Texas A&M University
I introduce the Victorian400 dataset for colorizing black and white nineteenth century illustrations using deep learning. While there has been progress in colorizing photos and videos based on Conditional Generative Adversarial Networks (cGANs, there have not been attempts to colorize illustrations from the nineteenth century using deep learning. In addition, datasets with nineteenth-century illustrations have not been provided for deep learning colorization. Therefore, I decided to create the Victorain400 dataset, which is a collection of colorful illustrations painted with nineteenth-century palettes. The Victorian400 dataset provides an opportunity for those studying deep learning to run code easily without high performance devices. I have created, curated and publicly shared the Victorian400 dataset for the deep learning colorization of illustrations from the Victorian era.

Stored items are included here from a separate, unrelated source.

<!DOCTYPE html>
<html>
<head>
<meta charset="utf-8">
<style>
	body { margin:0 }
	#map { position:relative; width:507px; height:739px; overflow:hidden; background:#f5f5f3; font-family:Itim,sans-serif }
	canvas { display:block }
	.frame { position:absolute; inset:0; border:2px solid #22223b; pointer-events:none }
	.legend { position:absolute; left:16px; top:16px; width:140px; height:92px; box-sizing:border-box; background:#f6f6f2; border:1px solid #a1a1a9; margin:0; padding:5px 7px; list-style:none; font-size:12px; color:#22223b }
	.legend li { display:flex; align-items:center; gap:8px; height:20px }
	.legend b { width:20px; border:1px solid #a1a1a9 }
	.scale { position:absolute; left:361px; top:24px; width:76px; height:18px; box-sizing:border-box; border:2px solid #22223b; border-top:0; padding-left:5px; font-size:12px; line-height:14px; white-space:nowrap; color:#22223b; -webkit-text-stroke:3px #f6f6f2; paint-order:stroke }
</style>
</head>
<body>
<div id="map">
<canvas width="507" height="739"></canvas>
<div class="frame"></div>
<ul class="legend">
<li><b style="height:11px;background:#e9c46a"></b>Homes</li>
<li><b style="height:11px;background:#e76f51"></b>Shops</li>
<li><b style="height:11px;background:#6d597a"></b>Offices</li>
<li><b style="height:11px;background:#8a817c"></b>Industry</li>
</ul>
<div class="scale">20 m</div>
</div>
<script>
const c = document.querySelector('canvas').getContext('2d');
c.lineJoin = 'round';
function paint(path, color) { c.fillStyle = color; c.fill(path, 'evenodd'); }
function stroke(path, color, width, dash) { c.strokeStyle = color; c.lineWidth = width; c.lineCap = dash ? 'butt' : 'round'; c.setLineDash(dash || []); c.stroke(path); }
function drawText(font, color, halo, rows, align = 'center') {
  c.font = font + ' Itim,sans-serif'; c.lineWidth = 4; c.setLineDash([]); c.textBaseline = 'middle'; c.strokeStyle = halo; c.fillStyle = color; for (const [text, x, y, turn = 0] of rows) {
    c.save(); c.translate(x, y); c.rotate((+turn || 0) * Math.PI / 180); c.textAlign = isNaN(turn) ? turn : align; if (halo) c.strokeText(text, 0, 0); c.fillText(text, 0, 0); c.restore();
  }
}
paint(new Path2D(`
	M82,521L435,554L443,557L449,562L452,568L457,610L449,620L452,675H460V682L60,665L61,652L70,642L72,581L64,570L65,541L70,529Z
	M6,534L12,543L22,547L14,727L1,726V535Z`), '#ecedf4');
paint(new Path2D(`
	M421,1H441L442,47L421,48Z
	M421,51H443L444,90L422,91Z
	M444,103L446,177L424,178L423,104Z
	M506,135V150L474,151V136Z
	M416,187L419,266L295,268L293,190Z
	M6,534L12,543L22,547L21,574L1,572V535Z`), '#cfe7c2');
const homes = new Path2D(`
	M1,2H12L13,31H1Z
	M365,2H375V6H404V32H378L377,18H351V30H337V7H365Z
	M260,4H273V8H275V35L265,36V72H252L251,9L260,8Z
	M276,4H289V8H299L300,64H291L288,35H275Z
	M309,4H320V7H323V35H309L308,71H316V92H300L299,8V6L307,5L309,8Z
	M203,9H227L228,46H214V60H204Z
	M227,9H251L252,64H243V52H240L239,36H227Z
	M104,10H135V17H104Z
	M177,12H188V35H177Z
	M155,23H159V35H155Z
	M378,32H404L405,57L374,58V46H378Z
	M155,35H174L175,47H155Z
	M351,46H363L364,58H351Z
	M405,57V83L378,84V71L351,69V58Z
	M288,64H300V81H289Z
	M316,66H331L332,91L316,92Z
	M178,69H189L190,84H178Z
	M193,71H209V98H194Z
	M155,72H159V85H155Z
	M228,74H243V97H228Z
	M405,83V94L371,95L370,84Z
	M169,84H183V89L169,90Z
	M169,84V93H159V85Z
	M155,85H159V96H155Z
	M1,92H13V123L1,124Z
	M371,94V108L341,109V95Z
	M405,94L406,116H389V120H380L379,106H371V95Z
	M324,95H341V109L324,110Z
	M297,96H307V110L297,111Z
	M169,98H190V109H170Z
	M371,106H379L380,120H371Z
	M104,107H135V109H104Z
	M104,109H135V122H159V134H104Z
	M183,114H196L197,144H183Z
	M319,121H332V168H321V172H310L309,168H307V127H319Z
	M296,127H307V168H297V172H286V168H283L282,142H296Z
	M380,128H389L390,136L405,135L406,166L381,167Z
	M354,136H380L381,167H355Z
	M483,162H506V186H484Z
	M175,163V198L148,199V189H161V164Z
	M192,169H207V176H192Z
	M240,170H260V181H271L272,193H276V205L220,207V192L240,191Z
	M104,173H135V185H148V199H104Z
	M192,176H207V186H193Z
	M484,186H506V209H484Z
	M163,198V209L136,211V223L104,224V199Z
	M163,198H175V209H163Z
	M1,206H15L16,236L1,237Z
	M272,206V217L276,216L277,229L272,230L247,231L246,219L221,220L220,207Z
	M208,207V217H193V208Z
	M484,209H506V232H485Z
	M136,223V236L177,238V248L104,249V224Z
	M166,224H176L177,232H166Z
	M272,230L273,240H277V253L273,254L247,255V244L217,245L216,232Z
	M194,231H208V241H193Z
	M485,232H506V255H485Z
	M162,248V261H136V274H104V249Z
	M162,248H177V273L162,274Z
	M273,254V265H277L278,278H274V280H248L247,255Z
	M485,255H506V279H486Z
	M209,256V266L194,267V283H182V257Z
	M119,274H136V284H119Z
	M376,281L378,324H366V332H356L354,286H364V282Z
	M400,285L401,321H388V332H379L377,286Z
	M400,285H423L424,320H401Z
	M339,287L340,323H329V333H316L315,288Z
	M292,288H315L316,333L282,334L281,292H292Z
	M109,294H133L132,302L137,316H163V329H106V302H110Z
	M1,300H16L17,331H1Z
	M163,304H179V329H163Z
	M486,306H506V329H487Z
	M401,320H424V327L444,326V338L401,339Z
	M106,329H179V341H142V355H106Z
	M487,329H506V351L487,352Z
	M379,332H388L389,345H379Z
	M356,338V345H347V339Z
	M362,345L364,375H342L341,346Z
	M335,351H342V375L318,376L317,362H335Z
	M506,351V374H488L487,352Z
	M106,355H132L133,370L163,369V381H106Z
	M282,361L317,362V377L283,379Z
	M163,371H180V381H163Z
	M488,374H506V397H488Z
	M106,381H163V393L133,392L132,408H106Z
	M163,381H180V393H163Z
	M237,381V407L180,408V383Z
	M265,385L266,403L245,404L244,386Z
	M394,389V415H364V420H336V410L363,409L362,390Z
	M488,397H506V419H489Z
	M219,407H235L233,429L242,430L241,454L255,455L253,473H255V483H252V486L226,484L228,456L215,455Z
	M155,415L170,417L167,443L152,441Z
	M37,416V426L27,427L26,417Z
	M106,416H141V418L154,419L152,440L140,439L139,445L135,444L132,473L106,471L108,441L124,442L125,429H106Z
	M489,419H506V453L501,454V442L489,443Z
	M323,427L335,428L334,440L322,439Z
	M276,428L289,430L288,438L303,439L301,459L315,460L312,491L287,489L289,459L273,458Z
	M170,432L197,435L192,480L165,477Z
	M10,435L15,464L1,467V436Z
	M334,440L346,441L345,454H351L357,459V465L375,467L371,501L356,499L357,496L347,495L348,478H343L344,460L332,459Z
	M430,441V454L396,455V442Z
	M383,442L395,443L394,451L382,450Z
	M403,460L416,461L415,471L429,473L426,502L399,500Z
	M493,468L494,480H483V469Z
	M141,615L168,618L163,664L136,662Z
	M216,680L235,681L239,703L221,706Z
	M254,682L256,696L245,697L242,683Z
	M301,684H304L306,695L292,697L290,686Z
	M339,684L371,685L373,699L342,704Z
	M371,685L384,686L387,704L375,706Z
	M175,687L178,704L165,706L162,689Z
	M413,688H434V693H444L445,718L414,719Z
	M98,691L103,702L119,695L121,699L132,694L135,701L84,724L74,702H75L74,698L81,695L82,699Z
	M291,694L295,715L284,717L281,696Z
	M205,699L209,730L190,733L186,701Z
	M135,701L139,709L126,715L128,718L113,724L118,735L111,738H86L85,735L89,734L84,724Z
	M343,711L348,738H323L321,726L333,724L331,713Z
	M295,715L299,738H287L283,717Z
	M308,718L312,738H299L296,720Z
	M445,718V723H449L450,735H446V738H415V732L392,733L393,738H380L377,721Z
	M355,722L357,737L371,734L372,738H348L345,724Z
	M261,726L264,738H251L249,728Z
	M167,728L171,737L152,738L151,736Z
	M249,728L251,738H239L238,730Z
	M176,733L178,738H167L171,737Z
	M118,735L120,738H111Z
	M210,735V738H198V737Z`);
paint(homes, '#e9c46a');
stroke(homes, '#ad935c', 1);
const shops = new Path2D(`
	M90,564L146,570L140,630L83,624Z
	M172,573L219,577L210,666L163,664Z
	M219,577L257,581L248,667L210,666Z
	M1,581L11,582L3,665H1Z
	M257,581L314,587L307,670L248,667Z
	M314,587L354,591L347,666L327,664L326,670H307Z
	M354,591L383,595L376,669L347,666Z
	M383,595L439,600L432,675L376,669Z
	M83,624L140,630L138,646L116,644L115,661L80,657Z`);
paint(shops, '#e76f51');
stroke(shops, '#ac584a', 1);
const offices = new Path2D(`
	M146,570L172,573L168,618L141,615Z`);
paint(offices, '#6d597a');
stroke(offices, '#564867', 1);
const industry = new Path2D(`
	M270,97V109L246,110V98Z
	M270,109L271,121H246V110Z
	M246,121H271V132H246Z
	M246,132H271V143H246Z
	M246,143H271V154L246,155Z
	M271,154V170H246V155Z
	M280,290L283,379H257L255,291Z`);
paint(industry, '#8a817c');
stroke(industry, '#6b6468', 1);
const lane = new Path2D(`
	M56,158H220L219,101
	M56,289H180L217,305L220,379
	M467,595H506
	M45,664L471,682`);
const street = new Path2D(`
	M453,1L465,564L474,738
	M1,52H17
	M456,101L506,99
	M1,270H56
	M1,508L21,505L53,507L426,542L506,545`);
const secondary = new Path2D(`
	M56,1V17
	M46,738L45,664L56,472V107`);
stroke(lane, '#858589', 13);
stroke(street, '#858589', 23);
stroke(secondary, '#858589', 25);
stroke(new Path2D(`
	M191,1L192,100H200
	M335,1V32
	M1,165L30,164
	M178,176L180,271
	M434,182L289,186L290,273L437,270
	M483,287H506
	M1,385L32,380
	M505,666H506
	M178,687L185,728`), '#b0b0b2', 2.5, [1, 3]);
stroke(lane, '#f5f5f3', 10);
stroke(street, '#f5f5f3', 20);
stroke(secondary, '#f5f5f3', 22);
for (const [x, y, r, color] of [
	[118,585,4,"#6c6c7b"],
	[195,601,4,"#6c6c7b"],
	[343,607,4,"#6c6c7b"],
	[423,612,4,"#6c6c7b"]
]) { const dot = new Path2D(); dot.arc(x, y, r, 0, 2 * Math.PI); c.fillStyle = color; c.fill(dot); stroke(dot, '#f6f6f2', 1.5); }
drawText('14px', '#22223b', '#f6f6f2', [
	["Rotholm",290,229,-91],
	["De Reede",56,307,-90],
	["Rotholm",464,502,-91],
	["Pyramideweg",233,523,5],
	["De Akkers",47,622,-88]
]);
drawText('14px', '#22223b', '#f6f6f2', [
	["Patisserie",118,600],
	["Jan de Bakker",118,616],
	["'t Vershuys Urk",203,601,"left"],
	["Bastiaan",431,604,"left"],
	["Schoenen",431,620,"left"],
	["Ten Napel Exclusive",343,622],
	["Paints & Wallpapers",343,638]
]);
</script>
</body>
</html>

I examine the process of creating and curating the Victorian400 dataset and demonstrate the validity of the Victorian400 dataset by looking into the results of the test set with the trained Victorian400 set. I tested the Victorian400 dataset with the pix2pix model introduced by Isola et al., which performs automatic graphic operations on photographs based on cGANs by learning from datasets. It was built based on the GAN model which was introduced by Goodfellow et al. The GAN model has the generator and the discriminator learn and compete with each other for the generation of the best outputs. Similarly, the generator and the discriminator in cGANs can be used to predict colors for input images through the usage of encoders and decoders. The pix2pix model uses U-Net, a convolutional network for image segmentation with skip connections, to make it possible to get both local and contextual information quickly. After showing the test results with the test set from the Victorian400 dataset, I colorize black-and-white illustrations from Charles Dickens’s Bleak House (serialized 1852–1853) for which the plates were created by Hablot Knight Browne (Phiz). Through the experiments, I reveal that the illustrations created with the dark plate technique are compatible with deep learning colorization due to the distinct contrast between darkness and highlights. I discuss the limits of colorizing black-and-white illustrations with the Victorian400 dataset, such as the lack of colors in backgrounds and the possible distortion of original illustrations. Ultimately, I claim that colorized illustrations provide imagination and enjoyment to modern readers when reading fiction.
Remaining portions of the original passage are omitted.